Sugar & Sweeteners

Sugar

Sugar is a type of carbohydrate that provides energy.

There are several types of sugars; they can be naturally occurring in foods such as fruit (fructose), or they can be added to a variety of foods (white, raw or brown sugar).  Sugars are popular in the processed food industry because they contribute to taste, colour, thickness and also acts as a preservative.

Sugar in moderation is not harmful, however too much sugar can contribute to health problems like obesity, diabetes and tooth decay. We’ve all heard of the term ‘empty calories’. These are your refined sugars that provide that quick burst of energy (think lollies), but have no nutritional value to it.
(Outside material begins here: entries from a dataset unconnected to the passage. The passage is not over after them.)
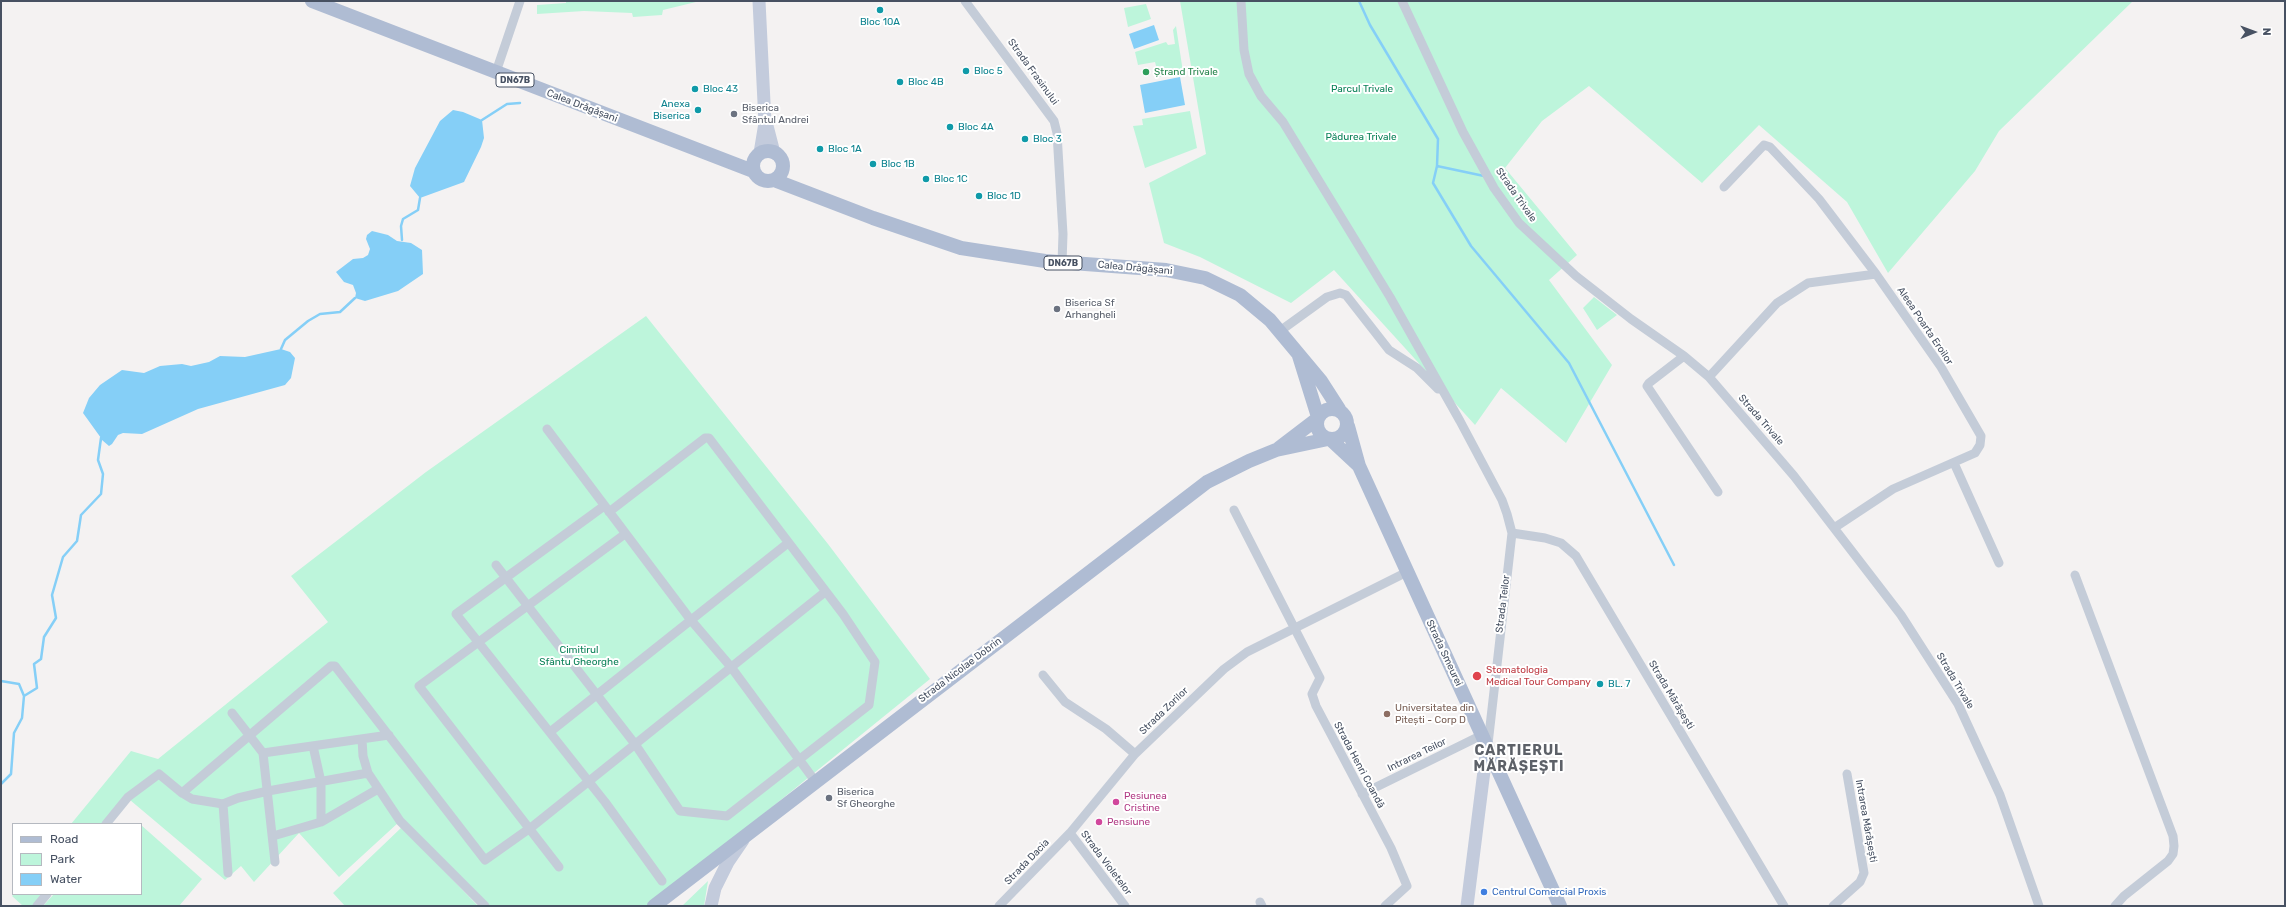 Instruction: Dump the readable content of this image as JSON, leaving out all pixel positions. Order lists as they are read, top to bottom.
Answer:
{
  "streets": {
    "main road": [
      "DN67B",
      "Calea Drăgășani",
      "Strada Smeurei",
      "Strada Nicolae Dobrin"
    ],
    "street": [
      "Strada Frasinului",
      "Strada Trivale",
      "Aleea Poarta Eroilor",
      "Strada Teilor",
      "Strada Mărășești",
      "Strada Zorilor",
      "Intrarea Teilor",
      "Strada Henri Coandă",
      "Intrarea Mărășești",
      "Strada Dacia",
      "Strada Violetelor"
    ]
  },
  "crossings": [
    ["Strada Frasinului", "Calea Drăgășani"],
    ["Calea Drăgășani", "Strada Smeurei"],
    ["Calea Drăgășani", "Strada Nicolae Dobrin"],
    ["Strada Trivale", "Aleea Poarta Eroilor"],
    ["Strada Teilor", "Strada Smeurei"],
    ["Strada Teilor", "Strada Mărășești"],
    ["Strada Teilor", "Intrarea Teilor"],
    ["Strada Smeurei", "Strada Nicolae Dobrin"],
    ["Strada Smeurei", "Strada Zorilor"],
    ["Strada Smeurei", "Intrarea Teilor"],
    ["Strada Zorilor", "Strada Henri Coandă"],
    ["Strada Zorilor", "Strada Dacia"],
    ["Strada Zorilor", "Strada Violetelor"],
    ["Intrarea Teilor", "Strada Henri Coandă"],
    ["Strada Dacia", "Strada Violetelor"]
  ],
  "districts": ["CARTIERUL MĂRĂȘEȘTI"],
  "parks": ["Parcul Trivale", "Pădurea Trivale", "Cimitirul Sfântu Gheorghe"],
  "places": [
    "Bloc 10A",
    "Bloc 5",
    "Ștrand Trivale",
    "Bloc 4B",
    "Bloc 43",
    "Anexa Biserica",
    "Biserica Sfântul Andrei",
    "Bloc 4A",
    "Bloc 3",
    "Bloc 1A",
    "Bloc 1B",
    "Bloc 1C",
    "Bloc 1D",
    "Biserica Sf Arhangheli",
    "Stomatologia Medical Tour Company",
    "BL. 7",
    "Universitatea din Pitești - Corp D",
    "Biserica Sf Gheorghe",
    "Pesiunea Cristine",
    "Pensiune",
    "Centrul Comercial Proxis"
  ],
  "legend": ["Road", "Park", "Water"],
  "north": "right"
} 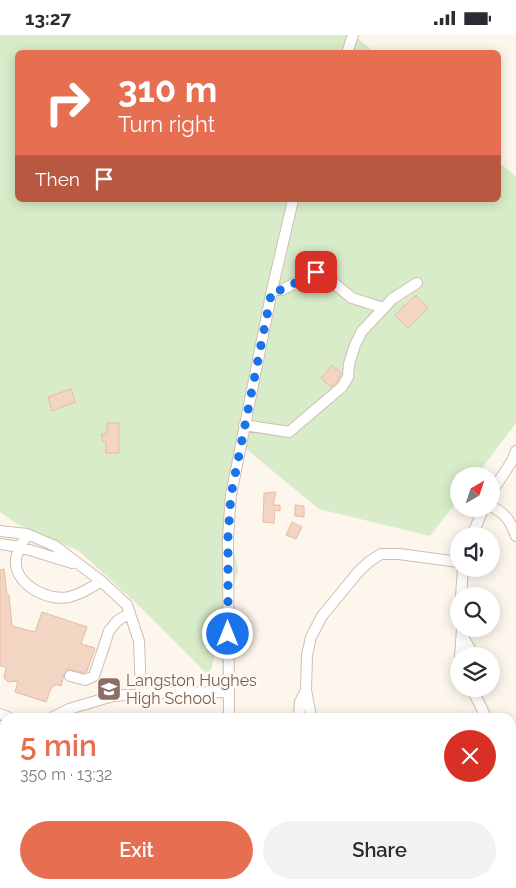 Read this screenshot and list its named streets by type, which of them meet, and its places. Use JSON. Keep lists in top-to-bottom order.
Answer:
{
  "places": {
    "school or university": ["Langston Hughes High School"]
  },
  "north": "top right",
  "page": {
    "status": "13:27",
    "turn": ["310 m", "Turn right"],
    "then": "Then",
    "heading": ["5 min", "350 m · 13:32"],
    "buttons": ["Exit", "Share"]
  }
}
Insert ‘sugar alternatives’

What are they?

Sugar alternatives act as a sugar (in terms of sweetness), but contain little to no energy. Sugar alternatives are then split into two categories; non nutritive sweeteners (artificial/intense sweeteners) and nutritive sweeteners (plant based).

With all these sugar options out there, here is a breakdown of the main ones

Non Nutritive Sweeteners (note; the main artificial sweeteners in Australia are Aspartame and Sucralose)

Acesulfame Potassium (Sunett, Sweet One); soft drinks, gelatine, gum, frozen desserts

This sugar has been around for 22 years without any problems; however, pre market testing on animals showed it ‘might’ contribute to cancer; but further testing showed it was safe if consumed in moderation.

Aspartame (Equal, Nutrasweet); soft drinks, gum

Aspartame is probably the most controversial sweetener, being accused of causing weight gain and cancer; however, no convincing evidence has appeared. Aspartame in moderation poses no threat.

Neotame (Nutrasweet); soft drinks, frozen desserts, dairy products, fruit juices

The baby of the group, and made by the same producers of aspartame, this artificial sweetener is a lot sweeter than refined sugar, so only a little bit is required to get the same sweet taste.

Saccharin (Sweet n’ Low); soft drinks, lollies

Early studies showed this artificial sweetener caused liver cancer in rats; however, further studies showed it might only cause liver cancer in rats.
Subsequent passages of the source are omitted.